When Holocaust education was incorporated into national social studies standards, I realized students were getting too little too late. They were already hard-wired for bullying and hatred, and it was hard to undo damage by showing “Schindler’s List” and expect a paradigm shift in behavior and values. Today there is erosion, misinterpretation, trivialization, and perhaps worst of all, exploitation of the Holocaust as a fund-raising tool and political bludgeon.
So what good is studying the Holocaust if no one cares – or doesn’t know how to care?
In 1982, it already made sense to me to start in first grade with Disney’s “Dumbo,” because the film could be used to teach values and character by showing that those designated as different can get hurt, especially if “good” people around them do nothing to stop the mistreatment. I was told it was a desecration to think that way, but as time passed I was convinced I was right.
A little more than three years ago I visited Gold, my old college buddy from Brooklyn, when he was sitting shiva for his mother. We talked and decided to work together to create a new approach.
The perspective we offer in “Why Should I Care?” came from continued study and personal experience. He was a Judaic studies instructor on the university level; served as director of the National Commission on Youth for the American Jewish Congress; was a founding director of The American Endowment School in Budapest; and served on the board of the Endowment for Democracy.
In 1979 I founded Group Project for Holocaust Education, which became Second Generation North Jersey, the first such group in the state. I was Second Generation education liaison to the U.S. Holocaust Memorial Council and served on the first state commission on Holocaust education in the nation, as well as the Goldberg Commission on American Jews and Rescue during the Holocaust. I was familiar with lots of the material being produced for classrooms.

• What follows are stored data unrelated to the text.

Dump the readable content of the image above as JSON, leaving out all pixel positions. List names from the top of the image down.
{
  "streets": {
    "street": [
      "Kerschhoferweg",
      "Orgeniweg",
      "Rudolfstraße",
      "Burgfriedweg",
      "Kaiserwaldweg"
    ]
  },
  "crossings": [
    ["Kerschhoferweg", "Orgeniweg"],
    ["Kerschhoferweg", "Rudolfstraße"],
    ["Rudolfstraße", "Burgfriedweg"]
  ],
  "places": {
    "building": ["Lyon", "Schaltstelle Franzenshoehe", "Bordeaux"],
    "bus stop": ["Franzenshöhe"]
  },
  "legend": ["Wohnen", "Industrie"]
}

At the same time I was mothering three teenagers in New Milford High School, then a hotbed of bullying and anti-Semitism. That’s where my son Dan was barred from entering a classroom because a student decided “No Jews Allowed.” Dan was told he was going to hell for killing Jesus, and that Anne Frank’s diary was a lie. The principal told me the Holocaust was a matter of opinion, and what did I mean the Jews didn’t kill Jesus?
Fifteen years after the state made teaching the Holocaust mandatory, my son’s classmates sneered their way through “Schindler’s List.”

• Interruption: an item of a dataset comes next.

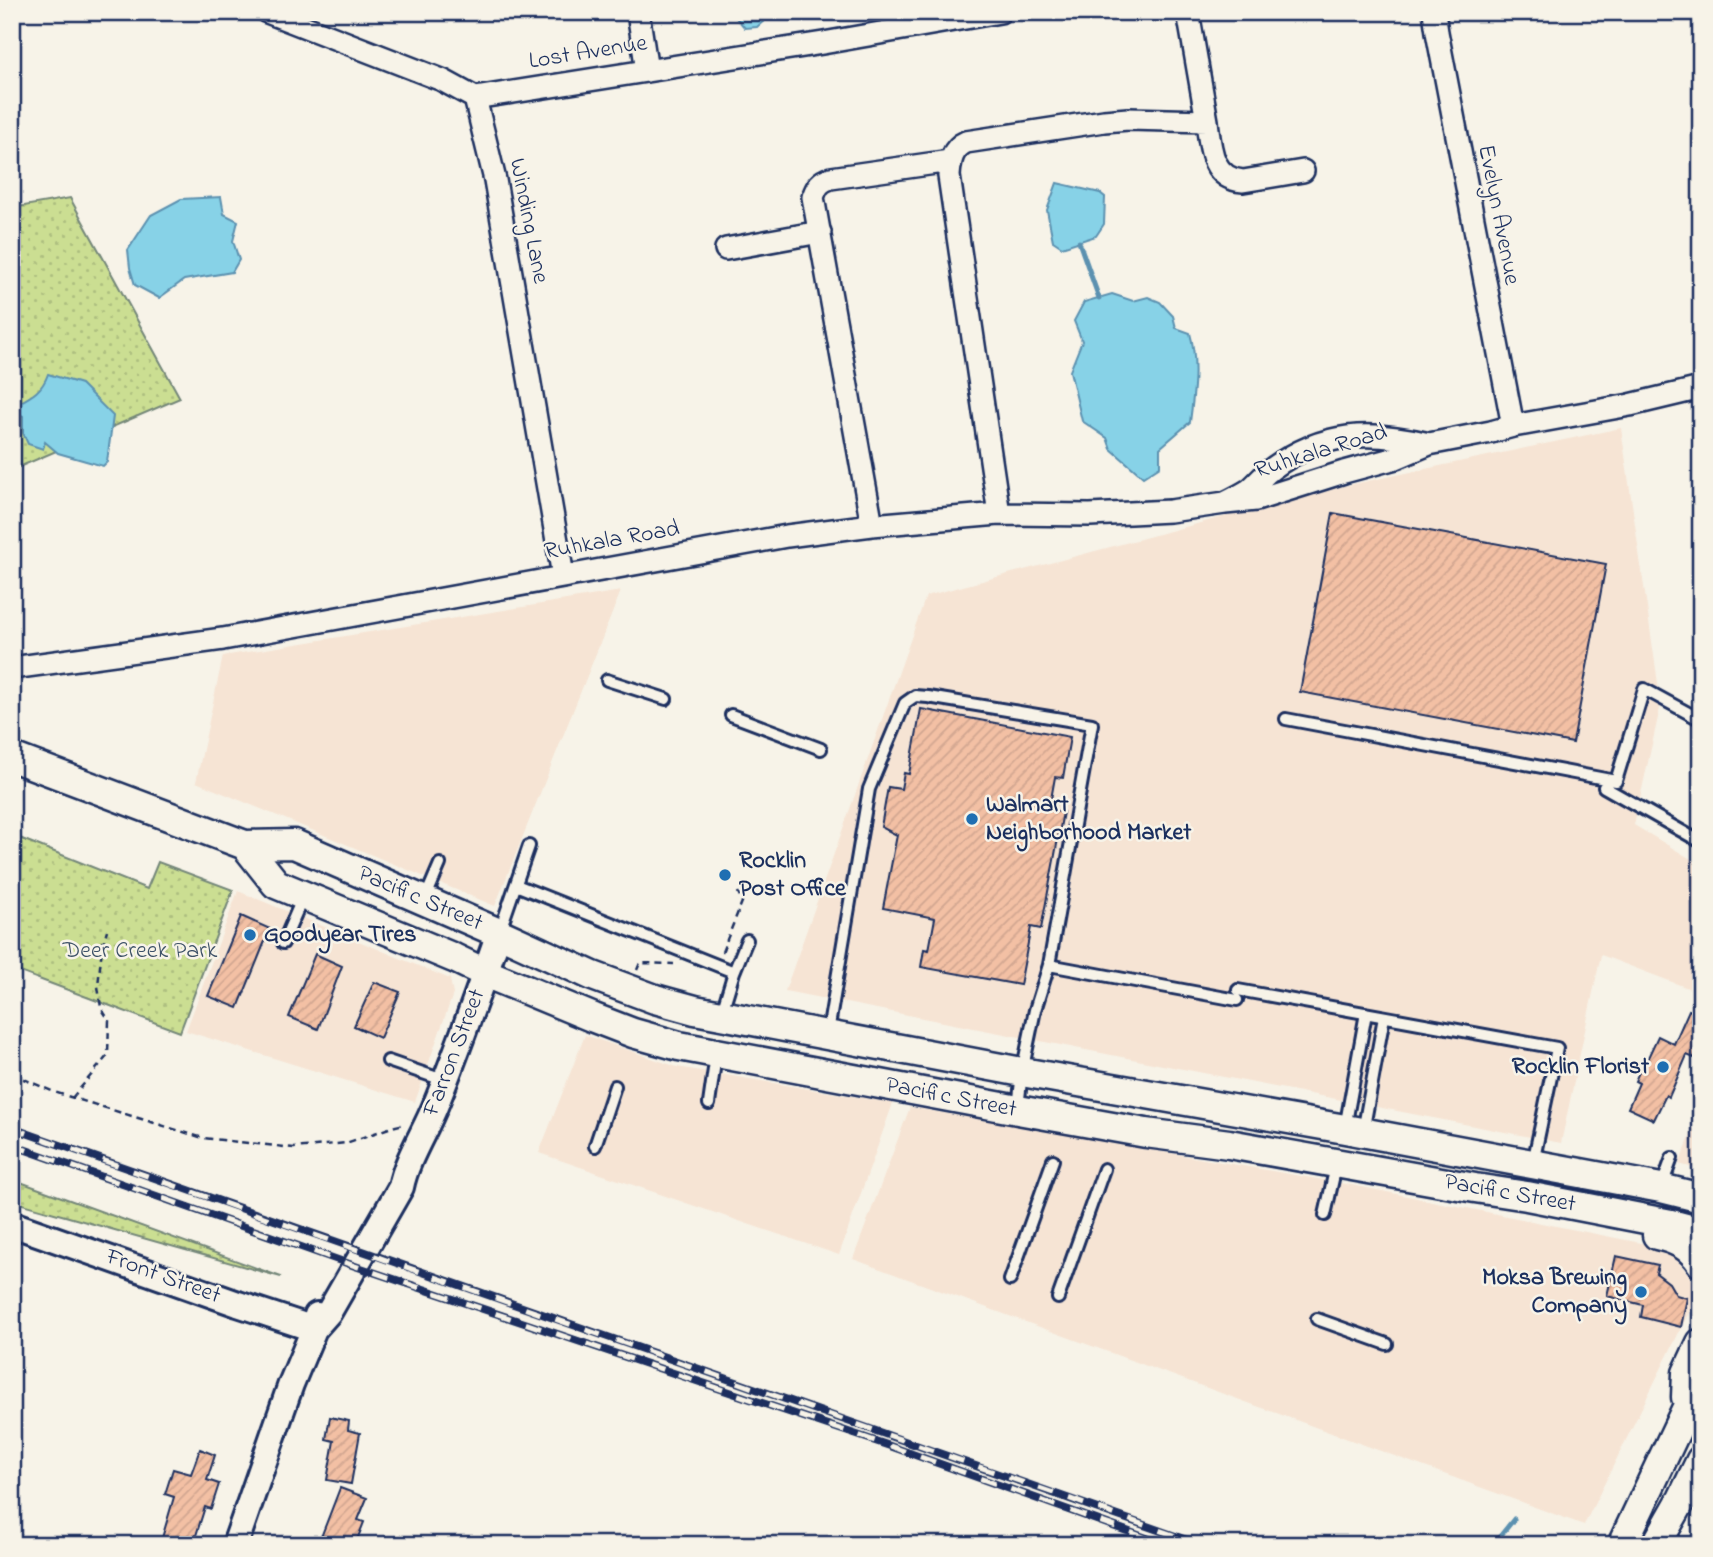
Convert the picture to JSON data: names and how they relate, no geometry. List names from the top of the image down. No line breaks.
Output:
{"streets":{"main road":["Pacific Street"],"street":["Lost Avenue","Evelyn Avenue","Winding Lane","Ruhkala Road","Farron Street","Front Street"]},"crossings":[["Lost Avenue","Winding Lane"],["Evelyn Avenue","Ruhkala Road"],["Winding Lane","Ruhkala Road"],["Pacific Street","Farron Street"],["Farron Street","Front Street"]],"parks":["Deer Creek Park"],"places":["Walmart Neighborhood Market","Rocklin Post Office","Goodyear Tires","Rocklin Florist","Moksa Brewing Company"]}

That had to change. David and I realized we needed to use students’ vernacular and the context of their lives to break through their cynicism. With brand-new media and communication tools at our disposal, we wanted to reach students imbedded in pop culture and the Internet. And so we link to hundreds of sites that make points true to the legacy that Holocaust survivors want to leave behind. We use a cultural framework the students understand.

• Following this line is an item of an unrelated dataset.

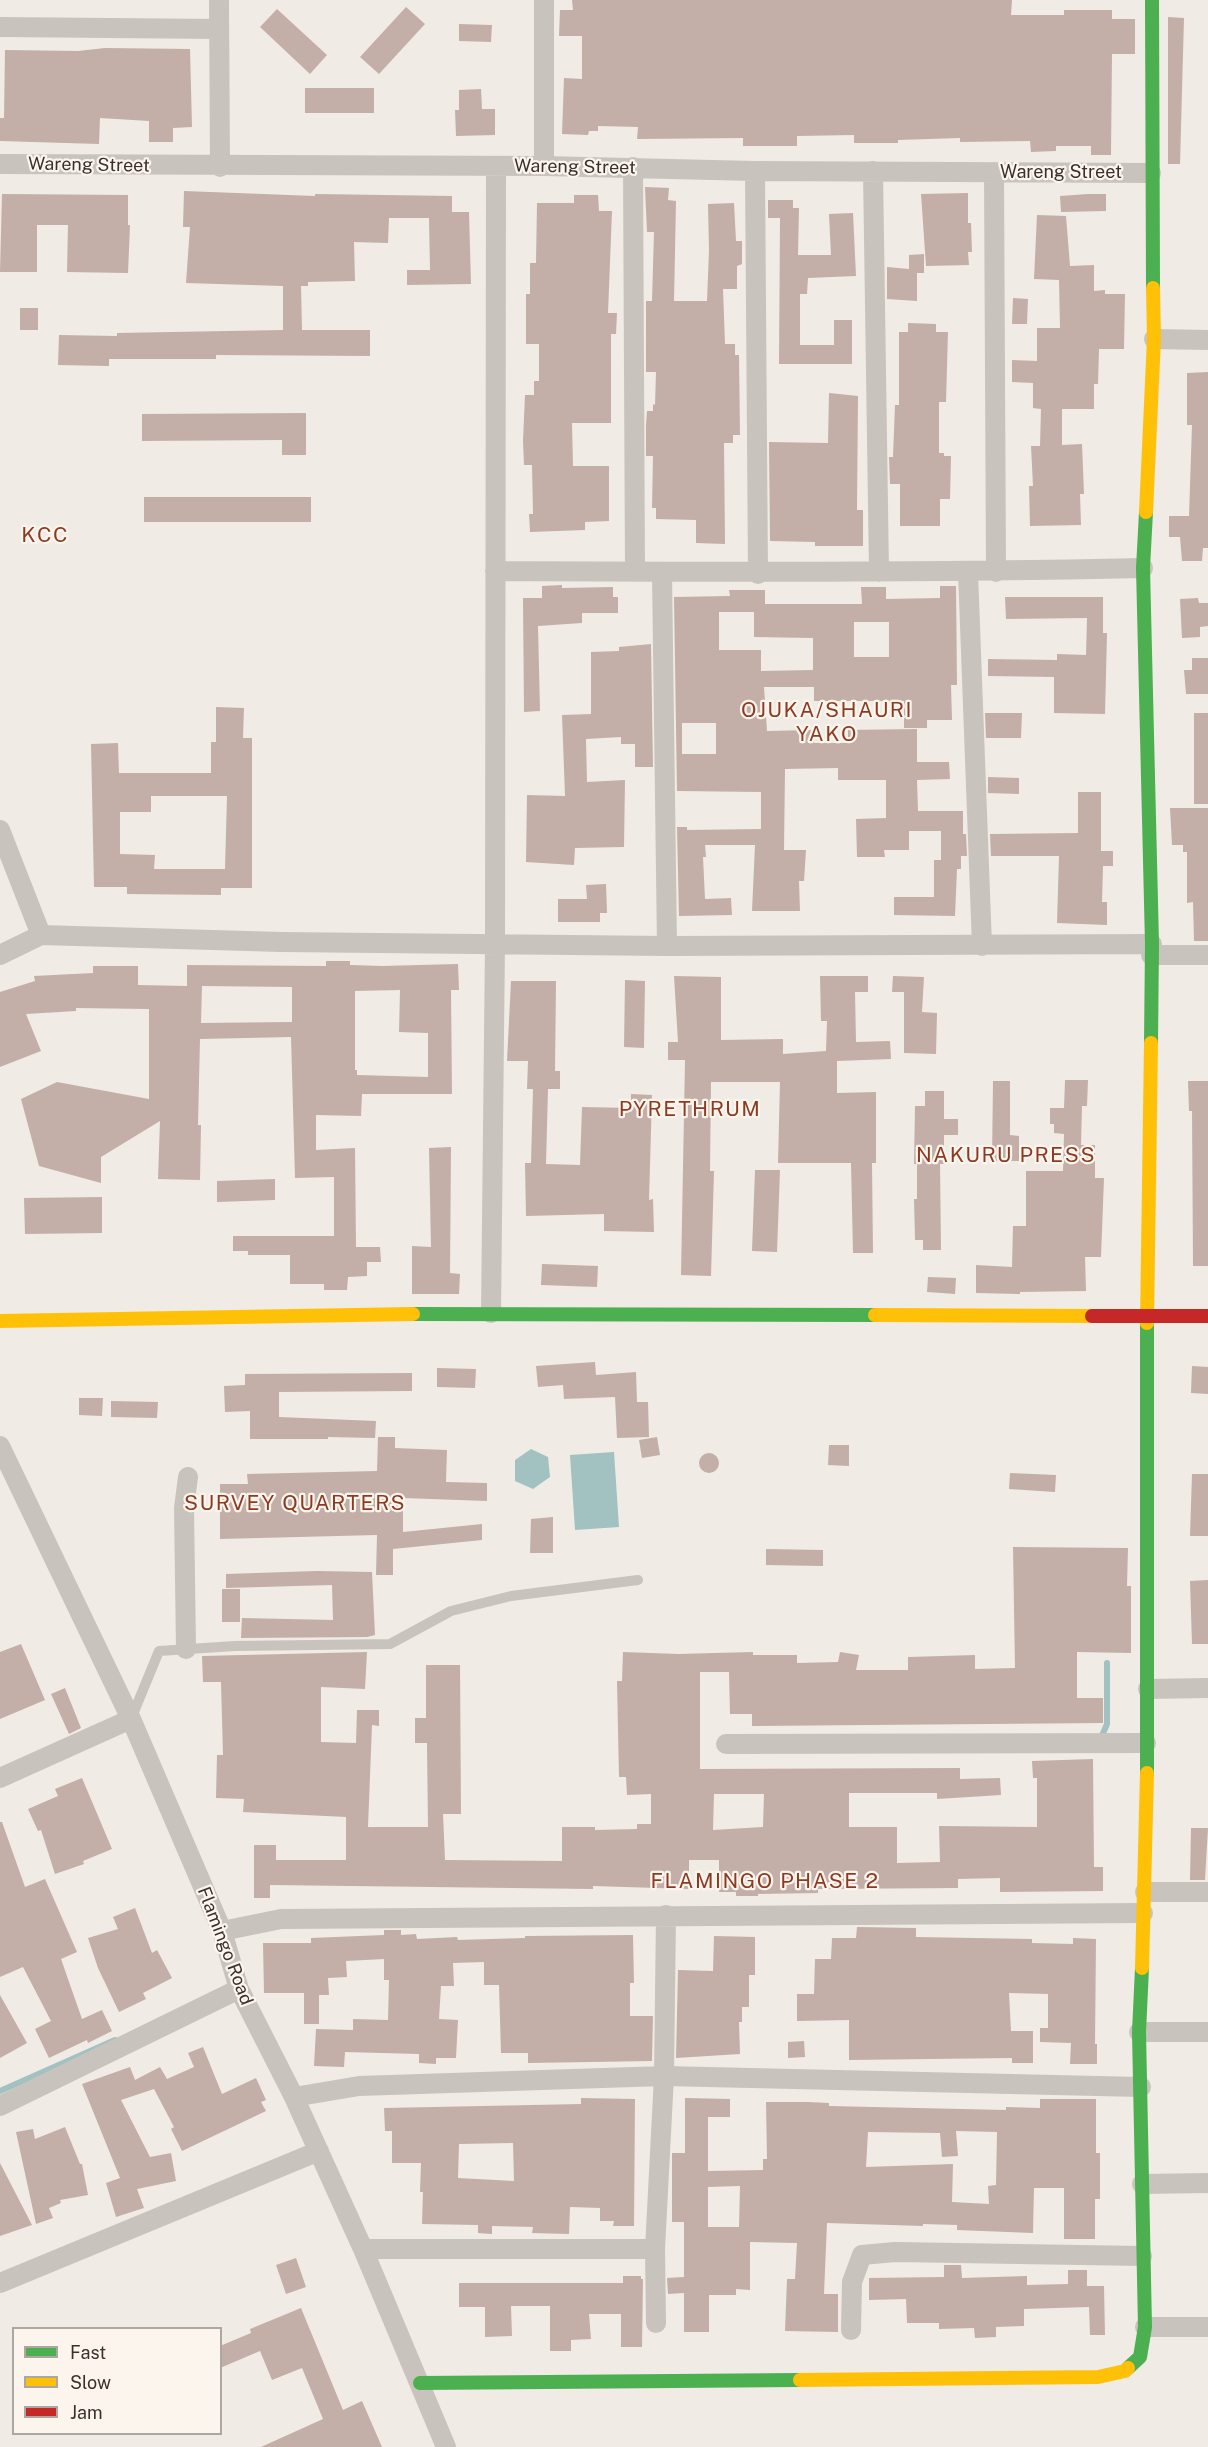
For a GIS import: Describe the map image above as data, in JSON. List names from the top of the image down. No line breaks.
{"streets":{"street":["Wareng Street","Flamingo Road"]},"districts":["KCC","OJUKA/SHAURI YAKO","PYRETHRUM","NAKURU PRESS","SURVEY QUARTERS","FLAMINGO PHASE 2"],"legend":["Fast","Slow","Jam"]}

At its worst, Holocaust education creates disdain for Jewish people, ramps up the Victim Olympics, and creates old-fashioned anti-Semitism with a modern twist – the exact opposite of what the survivors want. At its best the result is a caring, responsible human being who understands what the Holocaust really stands for.
“Why Should I Care?” is written in short takes that show how the unprecedented Holocaust reappears on a smaller scale in genocides today. We use Borat and Bono, the National Geographic Genome Project, Harry Potter, and genocide survivors’ stories to engage students, to get them to think critically, and challenge them to care.
Yes, academic research and documentation of the Holocaust must continue, for the scholars are the engines that generate the stories containing the values needed to “repair” the world. They allow us to translate that material into language, form, and perspective that works for students, survivors, and people of good will.
There may be those who disagree, but David and I believe “Never Again” is not a slogan for Jews only. “Why Should I Care?” is written precisely to make that point.